[Records from a data collection]
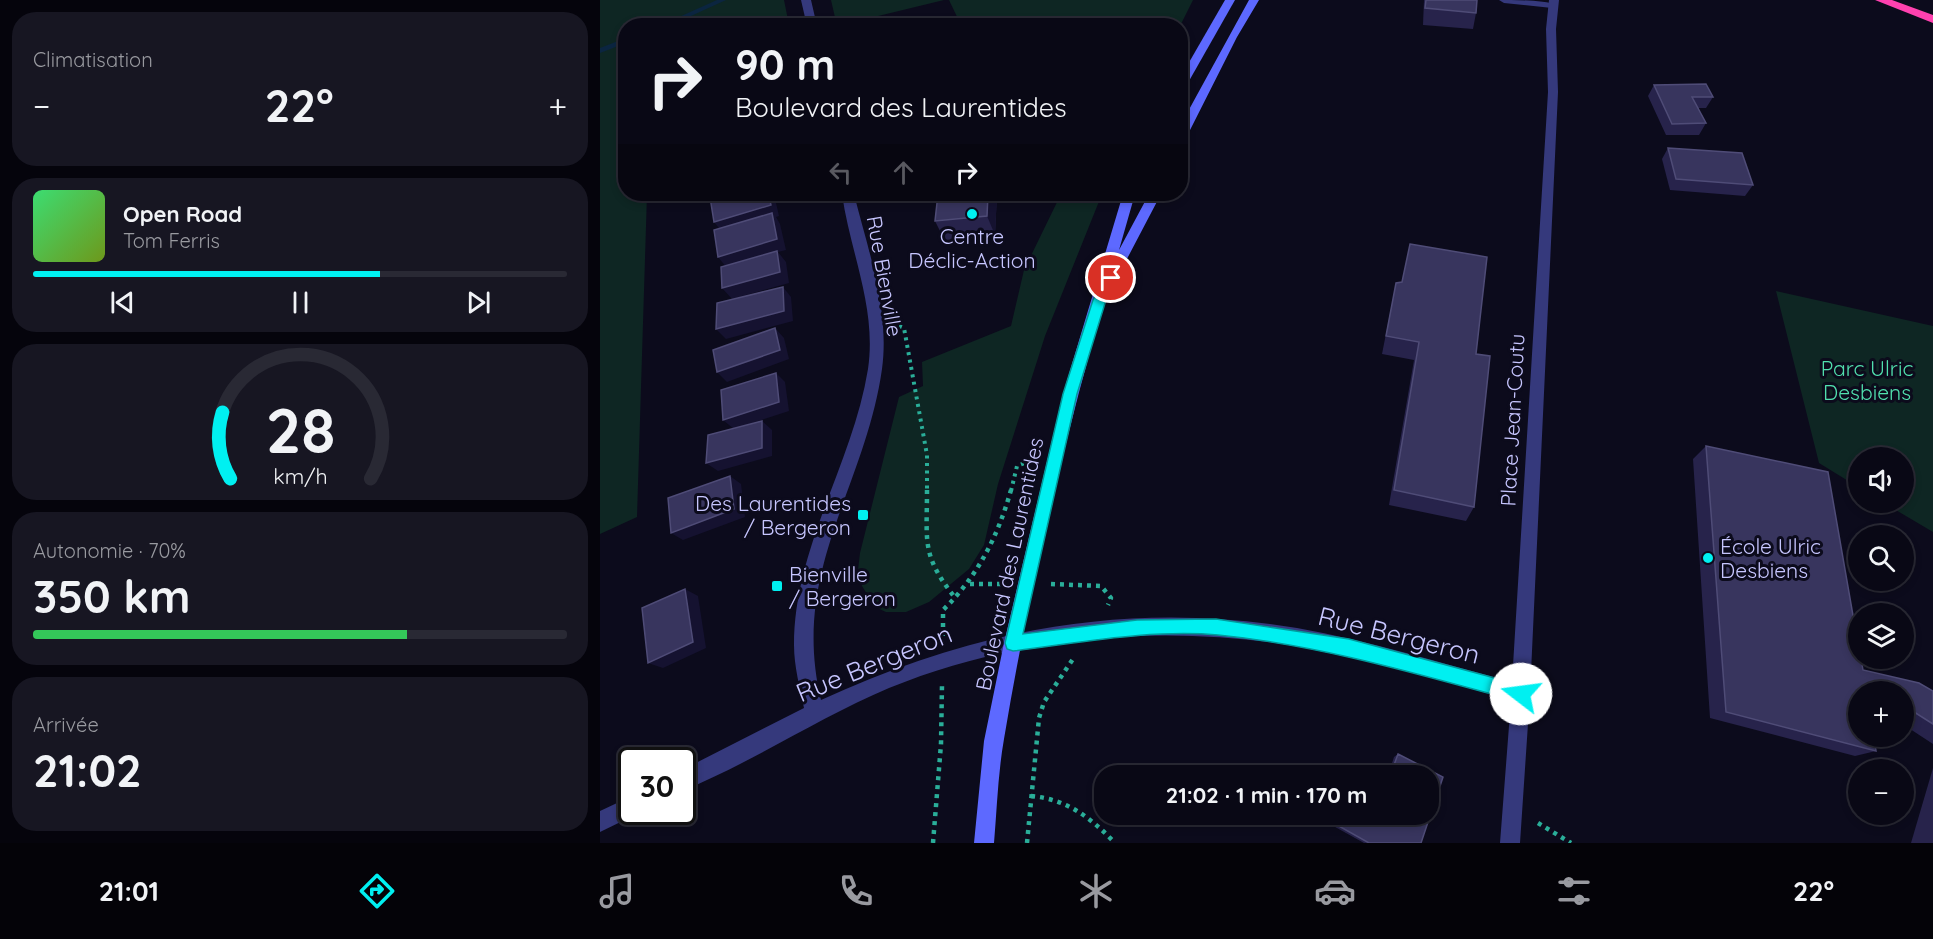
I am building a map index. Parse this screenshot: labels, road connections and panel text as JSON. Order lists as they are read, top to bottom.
{
  "streets": {
    "street": [
      "Rue Bienville",
      "Place Jean-Coutu",
      "Boulevard des Laurentides",
      "Rue Bergeron"
    ]
  },
  "crossings": [
    ["Rue Bienville", "Boulevard des Laurentides"],
    ["Rue Bienville", "Rue Bergeron"],
    ["Place Jean-Coutu", "Rue Bergeron"],
    ["Boulevard des Laurentides", "Rue Bergeron"]
  ],
  "parks": ["Parc Ulric Desbiens"],
  "places": {
    "other": ["Centre Déclic-Action", "École Ulric Desbiens"],
    "transit": ["Des Laurentides / Bergeron", "Bienville / Bergeron"]
  },
  "page": {
    "tile": [
      "Climatisation",
      ["Autonomie · 70%", "350 km"],
      ["Arrivée", "21:02"]
    ],
    "turn": ["90 m", "Boulevard des Laurentides"],
    "heat": ["−", "22°", "+"],
    "song": ["Open Road", "Tom Ferris"],
    "map_buttons": ["+", "−"],
    "limit": "30",
    "trip": "21:02 · 1 min · 170 m",
    "tabs": ["21:01", "22°"],
    "gauge": ["28", "km/h"]
  }
}
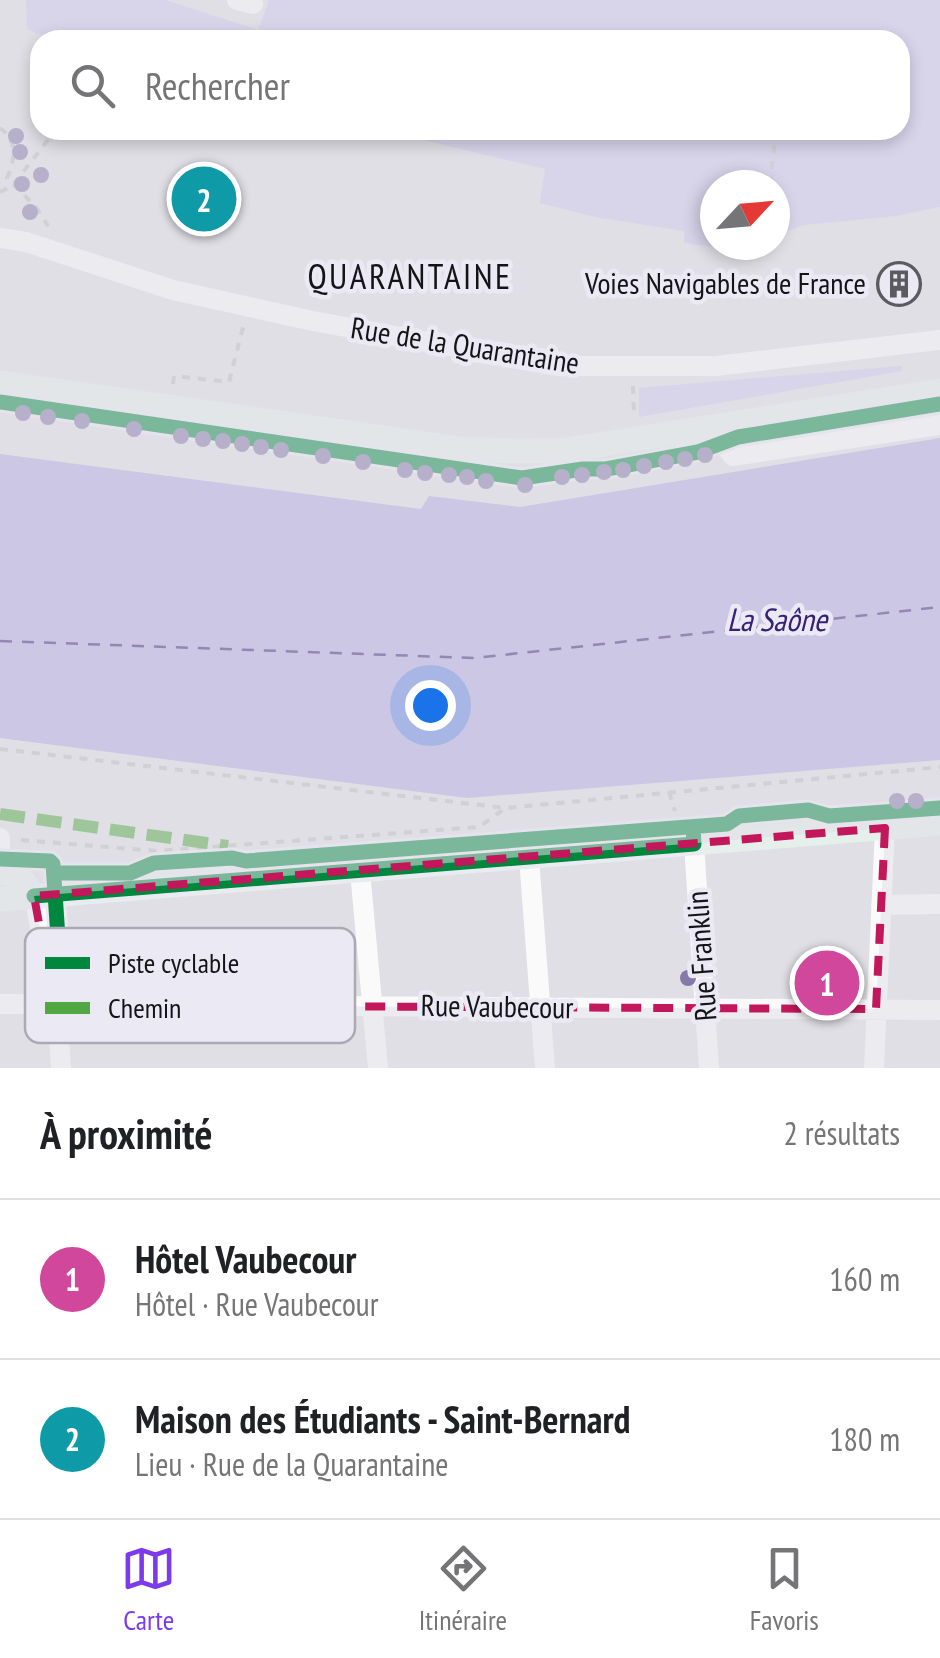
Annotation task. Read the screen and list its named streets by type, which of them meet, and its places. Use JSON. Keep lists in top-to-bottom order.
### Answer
{
  "streets": {
    "street": ["Rue de la Quarantaine", "Rue Franklin", "Rue Vaubecour"]
  },
  "crossings": [
    ["Rue Franklin", "Rue Vaubecour"]
  ],
  "districts": ["QUARANTAINE"],
  "water": ["La Saône"],
  "places": {
    "building": ["Voies Navigables de France"]
  },
  "legend": ["Piste cyclable", "Chemin"],
  "north": "top right",
  "page": {
    "search": "Rechercher",
    "pins": ["2", "1"],
    "heading": ["À proximité", "2 résultats"],
    "list": [
      {
        "mark": "1",
        "name": "Hôtel Vaubecour",
        "note": "Hôtel · Rue Vaubecour",
        "value": "160 m"
      },
      {
        "mark": "2",
        "name": "Maison des Étudiants - Saint-Bernard",
        "note": "Lieu · Rue de la Quarantaine",
        "value": "180 m"
      }
    ],
    "nav": ["Carte", "Itinéraire", "Favoris"]
  }
}
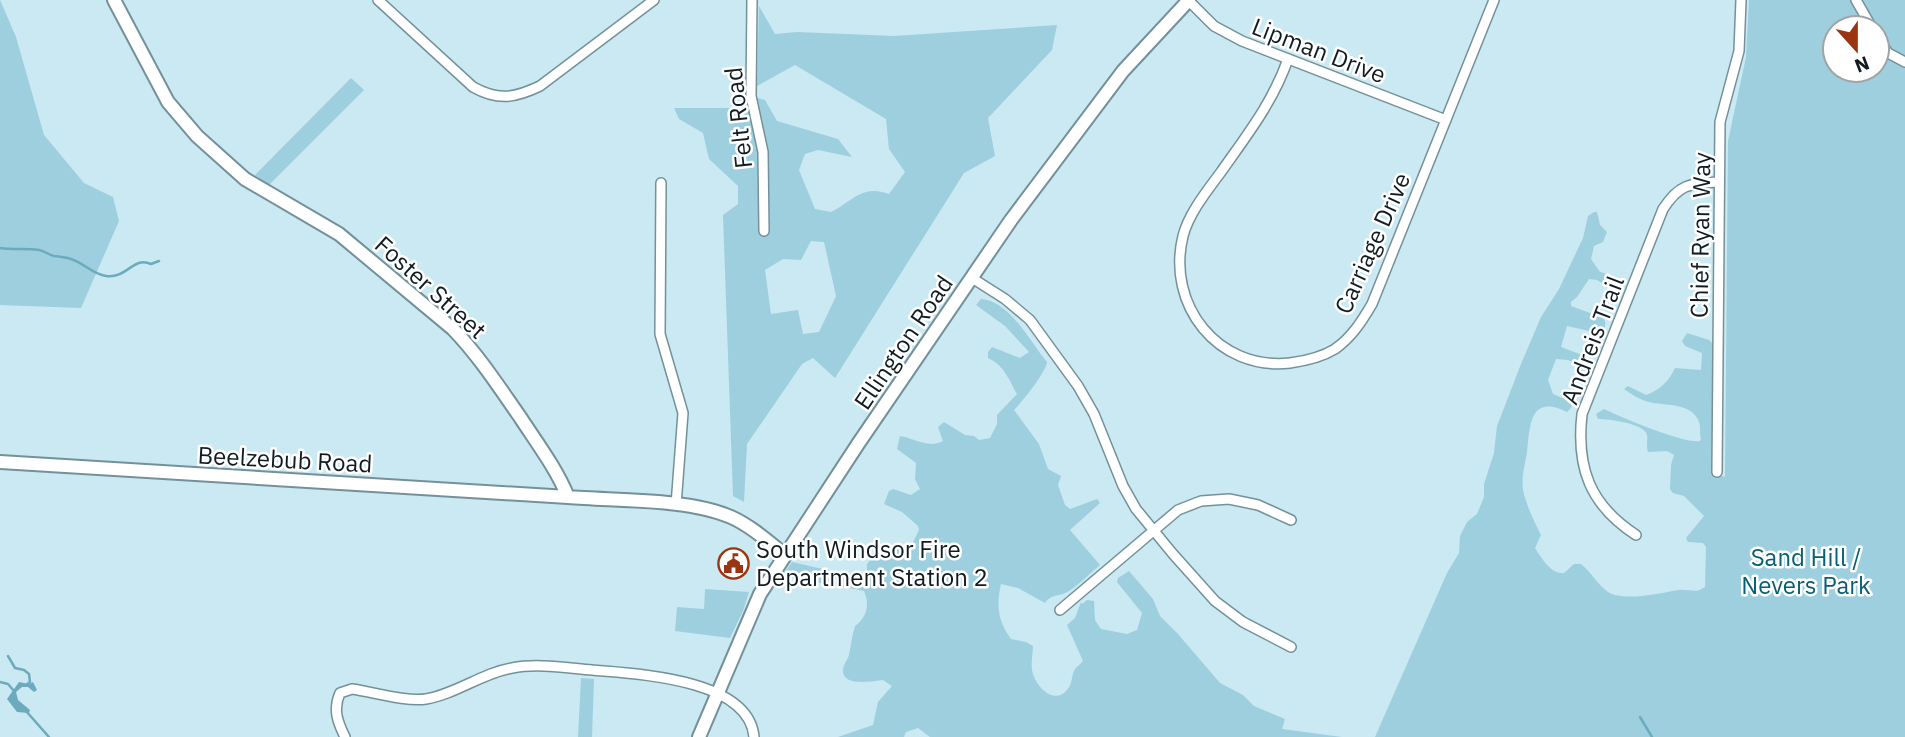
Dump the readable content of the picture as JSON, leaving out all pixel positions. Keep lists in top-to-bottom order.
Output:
{
  "streets": {
    "street": [
      "Lipman Drive",
      "Felt Road",
      "Chief Ryan Way",
      "Carriage Drive",
      "Foster Street",
      "Andreis Trail",
      "Ellington Road",
      "Beelzebub Road"
    ]
  },
  "crossings": [
    ["Lipman Drive", "Carriage Drive"],
    ["Lipman Drive", "Ellington Road"],
    ["Chief Ryan Way", "Andreis Trail"],
    ["Foster Street", "Beelzebub Road"]
  ],
  "parks": ["Sand Hill / Nevers Park"],
  "places": {
    "public building": ["South Windsor Fire Department Station 2"]
  },
  "north": "bottom"
}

PROBLEM STATEMENT:
A single number is required: how many lines in these records contain "Keep".

ANSWER TO THE EXERCISE:
2